Metro Articles

Choosing the right insurance

Nathan Smith Sunday, November 1, 2009

Step 1 - Choosing a Broker/Agency
It's important to understand that most insurance carriers will only work with one broker to produce one quote. Once a carrier receives an application, all other brokers will be blocked from that carrier. When choosing a broker, it's best to make a choice based on the company's experience, quality of service, and how comfortable you feel with them. Filling out out dozens of applications and call back forms can actually be counterproductive. If you wish to change agents, you will have to send the carrier a Broker of Record letter (BOR) to strip the old broker's access and hand it over to another agency of your choosing. This takes time, usually 5-10 days. Doing some homework such as checking out their website and googling them will give you a good sense of what their strengths and weaknesses are. Call them up, talk about your business, and review their application or quoting process.

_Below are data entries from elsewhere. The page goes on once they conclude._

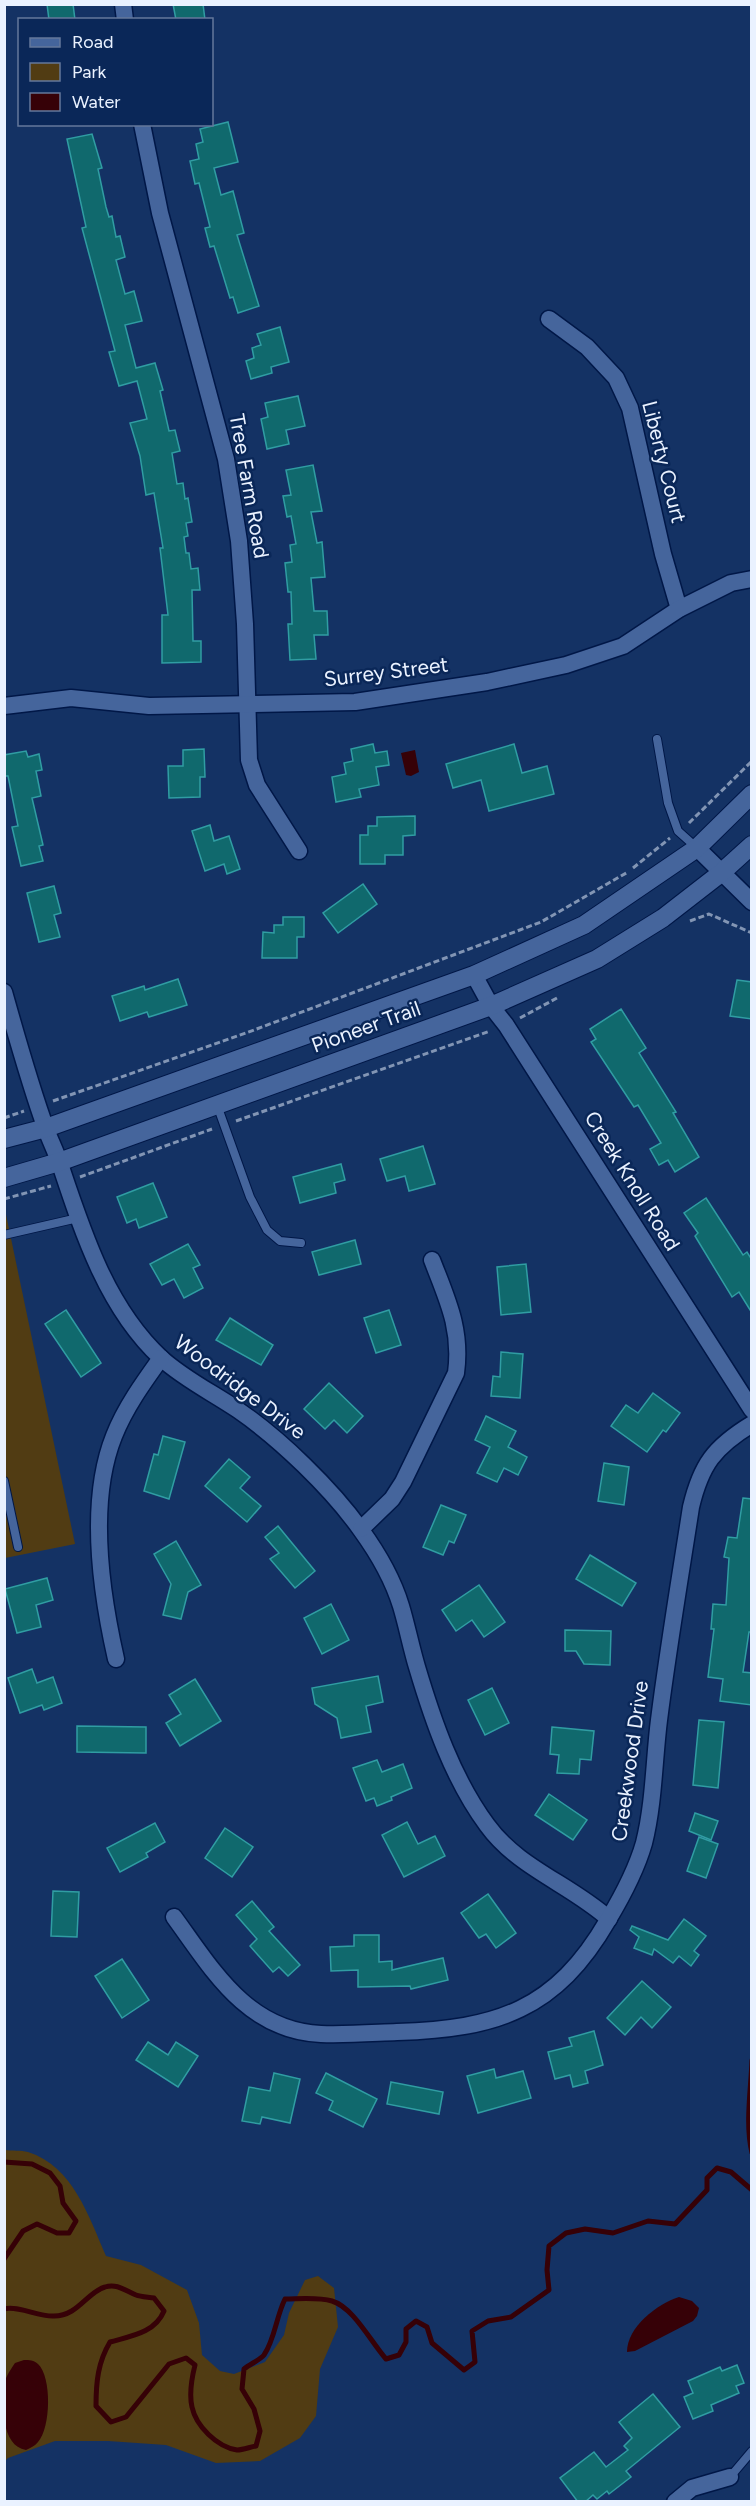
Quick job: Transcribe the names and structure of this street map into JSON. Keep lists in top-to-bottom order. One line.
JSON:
{"streets":{"main road":["Pioneer Trail"],"street":["Liberty Court","Tree Farm Road","Surrey Street","Creek Knoll Road","Woodridge Drive","Creekwood Drive"]},"crossings":[["Liberty Court","Surrey Street"],["Tree Farm Road","Surrey Street"],["Pioneer Trail","Creek Knoll Road"],["Pioneer Trail","Woodridge Drive"],["Woodridge Drive","Creekwood Drive"]],"legend":["Road","Park","Water"]}
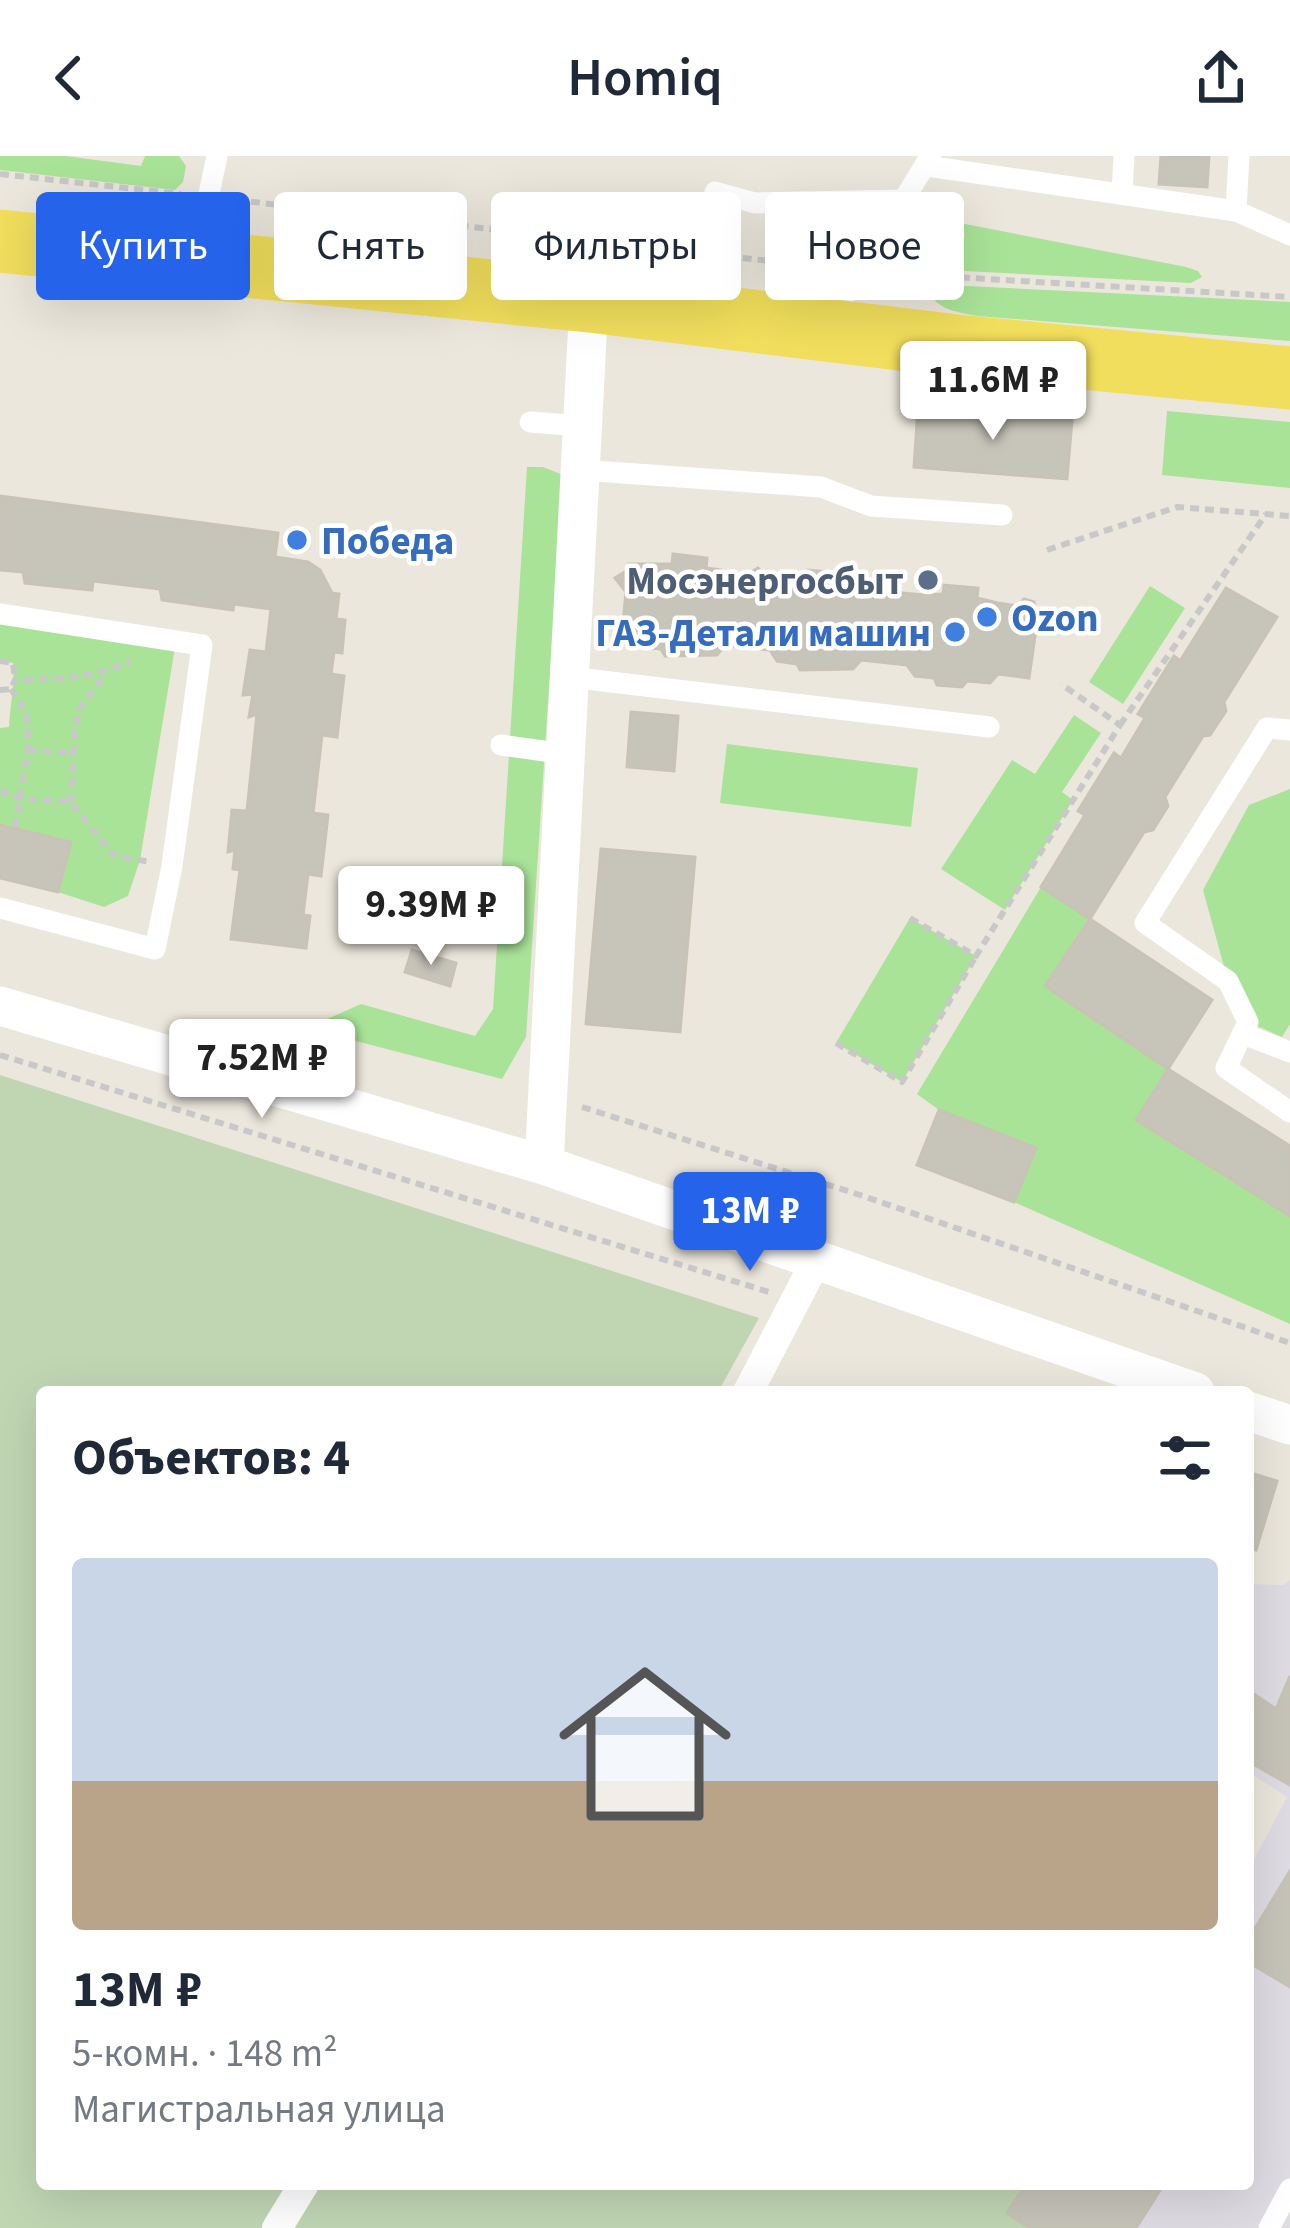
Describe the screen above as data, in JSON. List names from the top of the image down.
{
  "places": [
    "Победа",
    "Мосэнергосбыт",
    "Ozon",
    "ГАЗ-Детали машин"
  ],
  "page": {
    "header": "Homiq",
    "chip": [
      "Купить",
      "Снять",
      "Фильтры",
      "Новое"
    ],
    "price": [
      "11.6M ₽",
      "9.39M ₽",
      "7.52M ₽",
      "13M ₽"
    ],
    "heading": "Объектов: 4",
    "list": [
      {
        "name": "13M ₽",
        "note": "5-комн. · 148 m² · Магистральная улица"
      }
    ]
  }
}
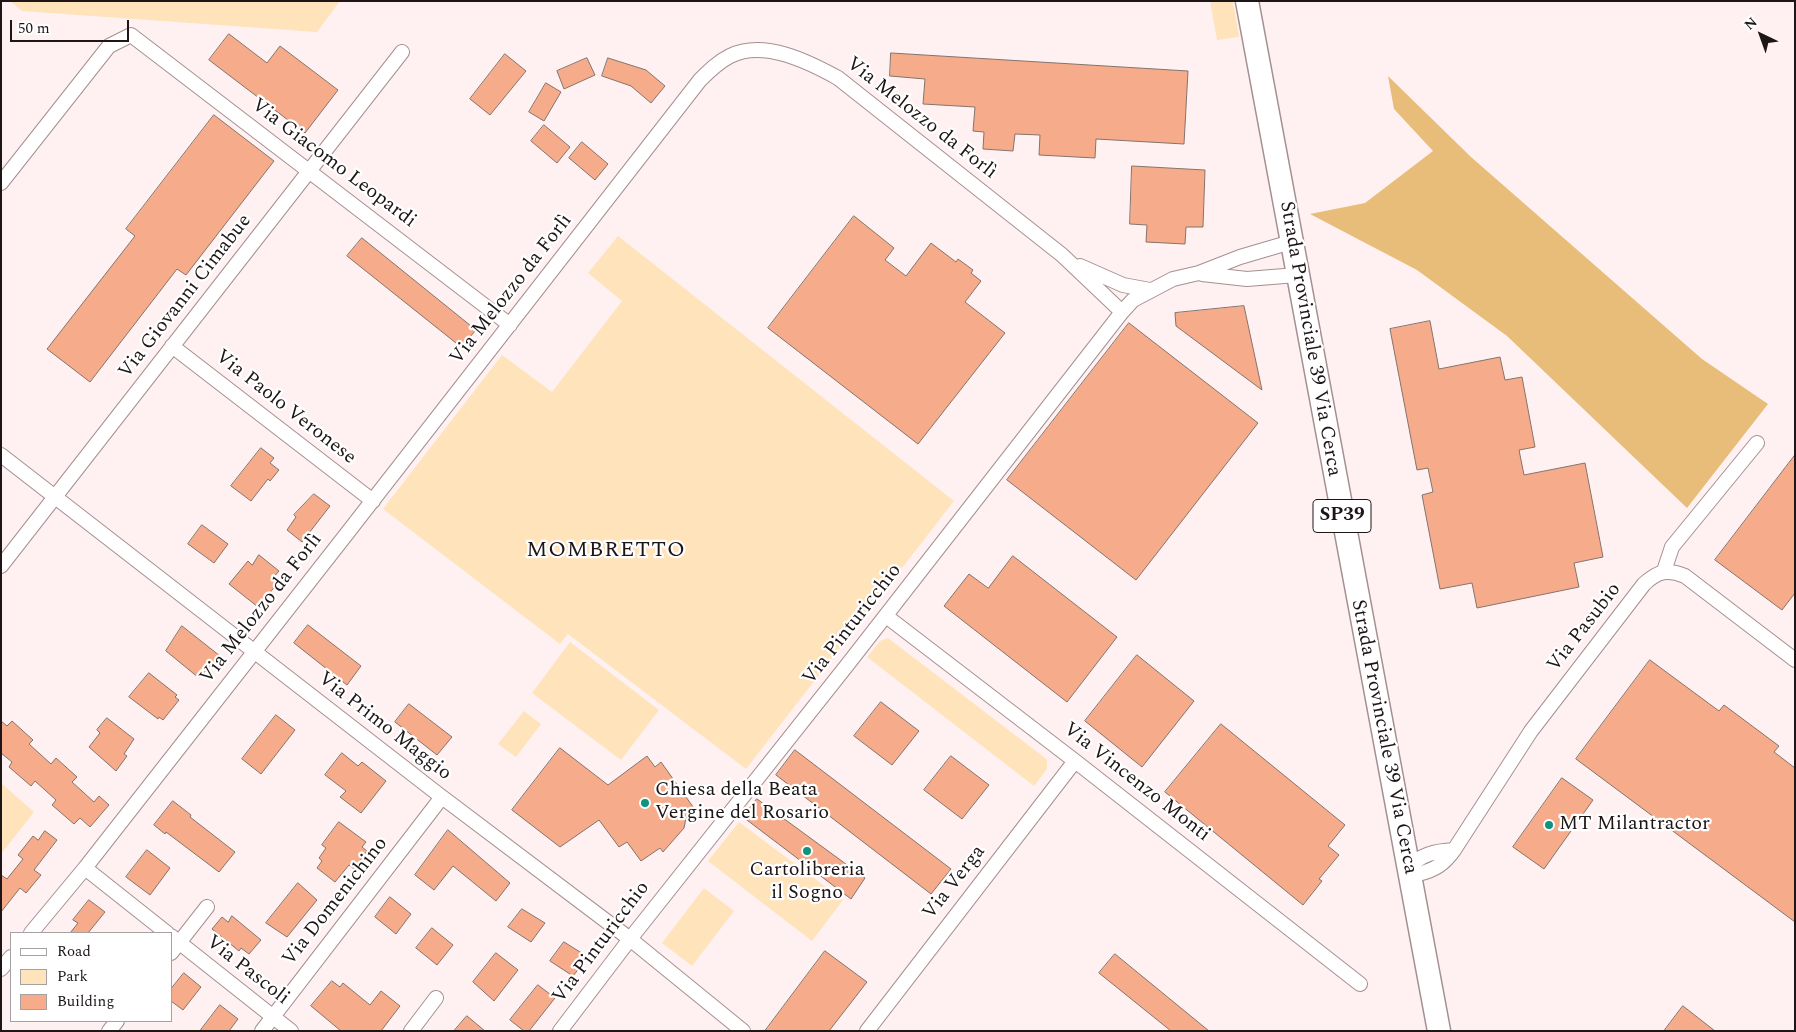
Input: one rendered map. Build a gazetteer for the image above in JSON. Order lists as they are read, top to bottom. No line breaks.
{"streets":{"main road":["Strada Provinciale 39 Via Cerca","SP39"],"street":["Via Melozzo da Forlì","Via Giacomo Leopardi","Via Giovanni Cimabue","Via Paolo Veronese","Via Pinturicchio","Via Pasubio","Via Primo Maggio","Via Vincenzo Monti","Via Verga","Via Domenichino","Via Pascoli"]},"crossings":[["Via Melozzo da Forlì","Via Giacomo Leopardi"],["Via Melozzo da Forlì","Via Paolo Veronese"],["Via Melozzo da Forlì","Via Pinturicchio"],["Via Melozzo da Forlì","Via Primo Maggio"],["Via Giacomo Leopardi","Via Giovanni Cimabue"],["Via Giovanni Cimabue","Via Paolo Veronese"],["Via Giovanni Cimabue","Via Primo Maggio"],["Strada Provinciale 39 Via Cerca","Via Pasubio"],["Via Pinturicchio","Via Primo Maggio"],["Via Pinturicchio","Via Vincenzo Monti"],["Via Primo Maggio","Via Domenichino"],["Via Vincenzo Monti","Via Verga"],["Via Domenichino","Via Pascoli"]],"districts":["MOMBRETTO"],"places":["Chiesa della Beata Vergine del Rosario","MT Milantractor","Cartolibreria il Sogno"],"legend":["Road","Park","Building"],"scale_bar":"50 m","north":"top left"}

Not every agency is the same. Some are small and service- minded, while others are large, "niche market", and/or "me-too" oriented. Each have their advantages and disadvantages. Ask yourself, "Does the broker take the time to talk to me and answer my questions?", "Does everything make sense and feel right?"

Step 2 - Applications
Provide a fully completed and accurate application. Depending on your industry and coverage desired, applications can be as easy as a two minute phone conversation or as complicated as gathering dozens of important corporate documents and hand-writing lengthy applications. As mentioned above, shooting out too many applications to several brokers could result in frustration later down the road because most independent brokers have access to many of the same markets. Of course, a second opinion is always a smart business decision because any one broker can't be all things to all people.

A lot of work has to be done to shop and obtain quotes. Your risk has to be "sold" to the right carriers, usually on an individual basis. Make sure the agent knows if you have a website. Other company material such as brochures and resumes can really help in the classification of your business, and help get a good carrier on board.

Step 3 - Binding a Quote
A commercial insurance policy can have a lot of hands in the pot - from you (the insured), to your retail broker, to the carrier, to a wholesaler, and all the underwriters in-between. Not that this is all bad. An independent broker represents your company, and your company alone. The system is designed to have your best interests in mind, not the carriers. It's the independent agency's job to go to bat for you when there's a discrepancy, a problem or a claim. Often, a wholesaler will act as a middle man between an agent and a carrier. If you work directly with a carrier, you rely on their service department which has the company's own interests in mind.

By the time you recieve quotes, you should have a good idea as to what is going to be the best fit for your company. After making a payment and signing any proposal documents, your quote can be requested to be bound. Since a full copy of your policy takes a while to produce, request a certificate of insurance for your files once a policy number has been issued.

As in any profession, insurance is an evolving industry with changes happening frequently and sometimes discreetly. Do your best to understand how your policy works, how your agent operates, and how the ongoing needs of your business are being met.